Modeling complex medical relationships among multiple utterances explicitly guides the decoder to fully utilize key information in the dialogue history during response generation.

This paper proposes Pivotal Information Recalling (MedPIR), which consists of two parts: a knowledge-aware dialogue graph encoder and a recall-enhanced generator . A knowledge-aware dialogue graph encoder builds a dialogue graph by exploiting the relations between entities in utterances . The dialogue graph generated by graph attention is fed into the generator, so the knowledge-aware dialogue graph encoder can facilitate the generator to use key medical information distributed in multiple sentences from the perspective of global dialogue structure .
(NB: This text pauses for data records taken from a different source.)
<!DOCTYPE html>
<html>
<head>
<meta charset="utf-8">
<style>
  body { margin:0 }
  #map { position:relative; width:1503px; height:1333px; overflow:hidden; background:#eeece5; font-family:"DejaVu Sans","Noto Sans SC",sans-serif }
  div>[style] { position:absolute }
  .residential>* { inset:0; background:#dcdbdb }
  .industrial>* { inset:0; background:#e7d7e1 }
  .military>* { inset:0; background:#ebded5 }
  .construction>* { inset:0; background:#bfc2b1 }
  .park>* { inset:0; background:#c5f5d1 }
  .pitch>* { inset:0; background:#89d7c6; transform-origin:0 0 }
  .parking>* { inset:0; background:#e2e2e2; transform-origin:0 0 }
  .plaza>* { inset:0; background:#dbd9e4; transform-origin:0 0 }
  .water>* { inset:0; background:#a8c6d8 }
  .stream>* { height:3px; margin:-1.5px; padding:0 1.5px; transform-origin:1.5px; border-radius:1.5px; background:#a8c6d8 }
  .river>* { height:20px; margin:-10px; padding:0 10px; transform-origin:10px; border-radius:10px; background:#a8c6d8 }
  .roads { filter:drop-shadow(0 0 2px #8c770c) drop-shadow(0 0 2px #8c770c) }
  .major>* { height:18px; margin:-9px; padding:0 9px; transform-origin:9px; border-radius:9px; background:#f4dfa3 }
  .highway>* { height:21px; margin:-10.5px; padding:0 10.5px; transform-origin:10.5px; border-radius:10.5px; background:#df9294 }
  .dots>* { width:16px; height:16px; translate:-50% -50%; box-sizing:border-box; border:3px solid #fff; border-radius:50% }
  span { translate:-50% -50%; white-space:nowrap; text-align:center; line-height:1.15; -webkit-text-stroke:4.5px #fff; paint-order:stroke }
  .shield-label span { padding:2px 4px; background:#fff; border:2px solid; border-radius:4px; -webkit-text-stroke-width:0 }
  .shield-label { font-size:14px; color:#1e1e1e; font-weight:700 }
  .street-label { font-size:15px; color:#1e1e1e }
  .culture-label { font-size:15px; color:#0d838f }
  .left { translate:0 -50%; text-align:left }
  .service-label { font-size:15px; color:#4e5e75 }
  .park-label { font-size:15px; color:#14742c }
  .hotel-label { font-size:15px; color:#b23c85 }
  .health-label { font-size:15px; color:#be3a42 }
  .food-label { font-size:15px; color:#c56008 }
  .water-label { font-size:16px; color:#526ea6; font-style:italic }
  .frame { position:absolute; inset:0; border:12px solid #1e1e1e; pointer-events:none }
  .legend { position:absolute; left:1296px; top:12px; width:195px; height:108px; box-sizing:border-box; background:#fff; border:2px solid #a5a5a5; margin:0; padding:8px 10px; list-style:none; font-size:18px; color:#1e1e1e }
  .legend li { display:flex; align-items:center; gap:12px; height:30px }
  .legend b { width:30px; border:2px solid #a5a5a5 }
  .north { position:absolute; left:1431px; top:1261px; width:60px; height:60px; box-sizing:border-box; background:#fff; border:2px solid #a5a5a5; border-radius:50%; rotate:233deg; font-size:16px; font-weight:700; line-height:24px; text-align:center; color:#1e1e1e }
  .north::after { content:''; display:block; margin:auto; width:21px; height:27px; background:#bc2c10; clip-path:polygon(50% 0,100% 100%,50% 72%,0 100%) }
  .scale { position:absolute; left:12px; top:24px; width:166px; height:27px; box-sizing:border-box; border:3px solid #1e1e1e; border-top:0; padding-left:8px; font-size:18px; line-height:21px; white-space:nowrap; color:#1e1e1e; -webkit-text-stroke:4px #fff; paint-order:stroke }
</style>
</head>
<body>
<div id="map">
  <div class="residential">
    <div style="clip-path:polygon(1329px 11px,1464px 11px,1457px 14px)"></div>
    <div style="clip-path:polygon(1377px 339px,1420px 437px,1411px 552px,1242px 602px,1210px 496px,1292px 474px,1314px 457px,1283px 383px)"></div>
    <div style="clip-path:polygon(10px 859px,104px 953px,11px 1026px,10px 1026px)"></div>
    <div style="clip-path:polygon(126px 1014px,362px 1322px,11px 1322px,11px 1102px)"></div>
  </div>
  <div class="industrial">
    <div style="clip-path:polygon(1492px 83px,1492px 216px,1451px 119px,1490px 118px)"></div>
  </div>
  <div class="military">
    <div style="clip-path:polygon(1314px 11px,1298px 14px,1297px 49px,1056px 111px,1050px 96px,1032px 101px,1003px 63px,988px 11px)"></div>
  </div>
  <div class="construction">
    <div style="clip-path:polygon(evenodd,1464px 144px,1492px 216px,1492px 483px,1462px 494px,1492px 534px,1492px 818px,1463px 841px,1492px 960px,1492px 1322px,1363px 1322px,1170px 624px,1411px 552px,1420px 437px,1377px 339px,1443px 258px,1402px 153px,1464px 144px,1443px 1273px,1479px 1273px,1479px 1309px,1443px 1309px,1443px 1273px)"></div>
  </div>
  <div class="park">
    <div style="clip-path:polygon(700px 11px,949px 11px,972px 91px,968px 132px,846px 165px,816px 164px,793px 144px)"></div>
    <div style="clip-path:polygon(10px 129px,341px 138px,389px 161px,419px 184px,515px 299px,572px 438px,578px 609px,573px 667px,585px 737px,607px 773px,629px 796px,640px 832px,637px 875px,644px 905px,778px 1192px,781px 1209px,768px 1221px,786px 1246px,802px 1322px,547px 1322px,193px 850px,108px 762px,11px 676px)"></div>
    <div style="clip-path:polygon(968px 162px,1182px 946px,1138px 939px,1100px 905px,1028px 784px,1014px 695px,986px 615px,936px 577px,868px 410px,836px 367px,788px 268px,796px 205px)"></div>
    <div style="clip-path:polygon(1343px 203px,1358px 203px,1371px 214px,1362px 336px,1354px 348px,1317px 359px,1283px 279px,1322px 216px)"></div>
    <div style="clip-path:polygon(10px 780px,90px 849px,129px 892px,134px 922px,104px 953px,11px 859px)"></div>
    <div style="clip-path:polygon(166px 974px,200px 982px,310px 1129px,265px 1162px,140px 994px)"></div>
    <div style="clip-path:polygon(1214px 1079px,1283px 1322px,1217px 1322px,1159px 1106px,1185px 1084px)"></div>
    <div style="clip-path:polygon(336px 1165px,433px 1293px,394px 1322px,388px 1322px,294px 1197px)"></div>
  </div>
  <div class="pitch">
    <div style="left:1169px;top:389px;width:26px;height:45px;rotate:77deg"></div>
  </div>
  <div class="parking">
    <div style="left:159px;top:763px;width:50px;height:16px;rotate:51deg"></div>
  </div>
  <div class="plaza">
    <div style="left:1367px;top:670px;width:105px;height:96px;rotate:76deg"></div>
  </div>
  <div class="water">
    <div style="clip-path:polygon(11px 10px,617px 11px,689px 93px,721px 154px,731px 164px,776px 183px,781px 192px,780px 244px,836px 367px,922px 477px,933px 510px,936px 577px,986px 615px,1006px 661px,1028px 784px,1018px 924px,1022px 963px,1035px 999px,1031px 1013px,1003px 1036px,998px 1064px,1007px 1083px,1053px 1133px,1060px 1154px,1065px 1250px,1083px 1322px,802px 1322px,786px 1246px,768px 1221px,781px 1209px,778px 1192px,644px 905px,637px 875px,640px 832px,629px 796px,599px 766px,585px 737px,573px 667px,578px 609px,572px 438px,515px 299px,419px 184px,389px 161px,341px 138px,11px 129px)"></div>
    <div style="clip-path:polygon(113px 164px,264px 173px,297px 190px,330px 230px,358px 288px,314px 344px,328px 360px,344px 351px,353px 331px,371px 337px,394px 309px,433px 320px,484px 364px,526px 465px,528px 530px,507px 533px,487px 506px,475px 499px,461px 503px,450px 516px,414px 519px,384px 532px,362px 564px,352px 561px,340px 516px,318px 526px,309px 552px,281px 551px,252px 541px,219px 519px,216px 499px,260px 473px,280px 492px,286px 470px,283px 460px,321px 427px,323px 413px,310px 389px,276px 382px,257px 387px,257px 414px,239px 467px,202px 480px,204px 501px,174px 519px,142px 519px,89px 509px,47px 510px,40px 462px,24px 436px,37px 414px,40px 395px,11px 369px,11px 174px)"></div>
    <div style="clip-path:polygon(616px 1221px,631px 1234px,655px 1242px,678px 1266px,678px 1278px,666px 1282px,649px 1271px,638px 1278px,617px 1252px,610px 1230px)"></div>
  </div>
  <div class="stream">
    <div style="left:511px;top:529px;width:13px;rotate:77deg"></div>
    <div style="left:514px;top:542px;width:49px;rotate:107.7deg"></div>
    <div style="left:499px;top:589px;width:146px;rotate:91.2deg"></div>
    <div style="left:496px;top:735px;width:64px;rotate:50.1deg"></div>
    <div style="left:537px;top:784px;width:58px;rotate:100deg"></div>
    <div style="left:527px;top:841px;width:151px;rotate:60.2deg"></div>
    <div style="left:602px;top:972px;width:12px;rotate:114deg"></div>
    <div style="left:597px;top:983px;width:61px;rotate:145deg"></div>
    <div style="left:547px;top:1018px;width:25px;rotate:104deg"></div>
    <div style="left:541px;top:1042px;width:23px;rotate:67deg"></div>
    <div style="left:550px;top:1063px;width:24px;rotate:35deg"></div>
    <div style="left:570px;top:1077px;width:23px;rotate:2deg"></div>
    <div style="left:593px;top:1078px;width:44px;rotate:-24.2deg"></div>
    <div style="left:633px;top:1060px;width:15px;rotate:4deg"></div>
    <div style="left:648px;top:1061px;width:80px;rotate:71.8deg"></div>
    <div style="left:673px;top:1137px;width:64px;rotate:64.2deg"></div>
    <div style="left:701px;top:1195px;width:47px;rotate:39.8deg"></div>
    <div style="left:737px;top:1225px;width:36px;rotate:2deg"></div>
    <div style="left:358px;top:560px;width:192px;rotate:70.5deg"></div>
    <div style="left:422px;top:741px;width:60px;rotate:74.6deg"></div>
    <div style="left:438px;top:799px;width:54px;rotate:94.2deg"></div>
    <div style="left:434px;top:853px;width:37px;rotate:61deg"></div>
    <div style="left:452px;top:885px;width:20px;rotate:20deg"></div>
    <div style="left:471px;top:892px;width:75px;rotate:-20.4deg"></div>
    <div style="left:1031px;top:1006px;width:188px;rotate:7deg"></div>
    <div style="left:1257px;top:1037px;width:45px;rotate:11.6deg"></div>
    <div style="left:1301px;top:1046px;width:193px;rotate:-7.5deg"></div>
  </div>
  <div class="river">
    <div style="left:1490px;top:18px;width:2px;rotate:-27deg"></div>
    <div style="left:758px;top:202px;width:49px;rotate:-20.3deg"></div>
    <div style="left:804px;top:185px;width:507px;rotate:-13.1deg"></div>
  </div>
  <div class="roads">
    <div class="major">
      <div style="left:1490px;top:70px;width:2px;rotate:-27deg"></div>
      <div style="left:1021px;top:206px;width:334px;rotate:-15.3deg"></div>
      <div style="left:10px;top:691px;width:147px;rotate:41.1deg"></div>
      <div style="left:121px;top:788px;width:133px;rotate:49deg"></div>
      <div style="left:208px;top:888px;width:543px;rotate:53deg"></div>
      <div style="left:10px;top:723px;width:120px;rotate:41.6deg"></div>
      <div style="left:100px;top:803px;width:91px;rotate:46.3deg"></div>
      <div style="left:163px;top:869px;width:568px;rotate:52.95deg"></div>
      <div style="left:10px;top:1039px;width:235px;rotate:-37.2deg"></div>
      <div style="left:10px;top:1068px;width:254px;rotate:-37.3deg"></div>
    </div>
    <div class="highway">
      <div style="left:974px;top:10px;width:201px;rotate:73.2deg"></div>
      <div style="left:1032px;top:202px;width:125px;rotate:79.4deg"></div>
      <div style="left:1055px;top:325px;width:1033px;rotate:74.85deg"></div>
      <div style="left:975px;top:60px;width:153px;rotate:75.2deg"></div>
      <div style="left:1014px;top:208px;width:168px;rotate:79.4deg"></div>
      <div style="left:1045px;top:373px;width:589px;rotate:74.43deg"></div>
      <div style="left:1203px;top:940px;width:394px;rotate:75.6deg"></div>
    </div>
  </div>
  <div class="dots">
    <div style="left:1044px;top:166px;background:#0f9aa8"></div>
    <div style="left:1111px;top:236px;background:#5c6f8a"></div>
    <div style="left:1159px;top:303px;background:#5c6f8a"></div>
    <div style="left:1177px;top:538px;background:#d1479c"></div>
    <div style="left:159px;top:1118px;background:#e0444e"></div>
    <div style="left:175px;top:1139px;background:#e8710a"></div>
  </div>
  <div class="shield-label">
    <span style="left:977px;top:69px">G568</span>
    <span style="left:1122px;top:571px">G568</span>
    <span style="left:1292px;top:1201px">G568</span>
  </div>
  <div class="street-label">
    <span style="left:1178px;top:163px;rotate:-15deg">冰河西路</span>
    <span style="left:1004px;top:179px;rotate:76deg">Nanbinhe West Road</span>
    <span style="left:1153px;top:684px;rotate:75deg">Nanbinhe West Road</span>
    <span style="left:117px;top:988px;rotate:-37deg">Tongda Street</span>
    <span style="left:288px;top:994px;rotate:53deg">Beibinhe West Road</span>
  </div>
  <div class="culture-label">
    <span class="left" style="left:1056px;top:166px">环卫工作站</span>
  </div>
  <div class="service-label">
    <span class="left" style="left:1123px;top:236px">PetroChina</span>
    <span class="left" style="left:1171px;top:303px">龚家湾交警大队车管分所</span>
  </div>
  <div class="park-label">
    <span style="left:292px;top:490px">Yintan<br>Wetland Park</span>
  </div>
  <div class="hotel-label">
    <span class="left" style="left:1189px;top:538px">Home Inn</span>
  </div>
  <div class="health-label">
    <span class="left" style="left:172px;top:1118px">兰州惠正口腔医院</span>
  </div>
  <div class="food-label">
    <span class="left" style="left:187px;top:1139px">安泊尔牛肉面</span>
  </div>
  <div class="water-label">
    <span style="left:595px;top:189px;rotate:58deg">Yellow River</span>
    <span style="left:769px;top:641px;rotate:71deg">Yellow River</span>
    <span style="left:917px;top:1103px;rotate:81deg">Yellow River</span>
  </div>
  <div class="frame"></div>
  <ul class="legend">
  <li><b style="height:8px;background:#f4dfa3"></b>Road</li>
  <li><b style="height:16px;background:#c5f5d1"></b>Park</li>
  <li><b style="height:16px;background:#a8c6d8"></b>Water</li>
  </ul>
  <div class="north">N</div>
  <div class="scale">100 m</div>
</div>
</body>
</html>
The recall-augmented generator then reinforces the use of key information by generating a summary of the conversation before generating an exact reply . The Recall Augmented Generator is designed to first explicitly generate key information from long dialogue histories. Then, the recall information is used as a prefix of the reply to generate a reply that focuses more on key information. In this way,

(1) The recall generator enforces the use of a cross-attention mechanism to fully utilize the key information from the encoder with recall signals.

(2) In addition, the recall-enhanced generator also strengthens the interaction between the key information recalled from the dialogue history and the replies through the self-attention mechanism inside the decoder.

3. Model

​ Use BERT-GPT as the backbone, BERT as the encoder, and GPT as the decoder. The context encoder obtains the context representation H ctx H_{ctx} by encoding the concatenated dialogue historyHctx. Then by retrieving external knowledge, knowledge representation is obtained through a knowledge encoder: H k H_kHk

3.1 Knowledge-aware Dialogue Graph Encoder(KDGE)

motivation

Since the basic dialogue model only regards medical dialogue history as a sequence of utterances, it is difficult to model multiple medical causal relationships between different utterances, and these complex relationships imply key medical information that induces the next response . To deal with this problem, this paper proposes KDGE to construct a dialogue knowledge graph and encode the graph with a graph attention network.

Construction of Global Dialogue Knowledge Graph

​ First, the dialogue history is converted into a graph, and each utterance is regarded as a node . There are two types of edges between nodes, one is regular timing edges , and the other is knowledge perception edges , which connect scattered discourses through medical relations. These knowledge-aware edges incorporate medical knowledge from external medical knowledge graphs into dialogues, enabling the model to represent complex medical relationships between utterances.

Specifically, we first extract medical entities from each sentence, and then look up their relations in the external knowledge graph CMeKG. If there is some relation between medical entities from two utterances, we add a knowledge-aware edge between the two utterances.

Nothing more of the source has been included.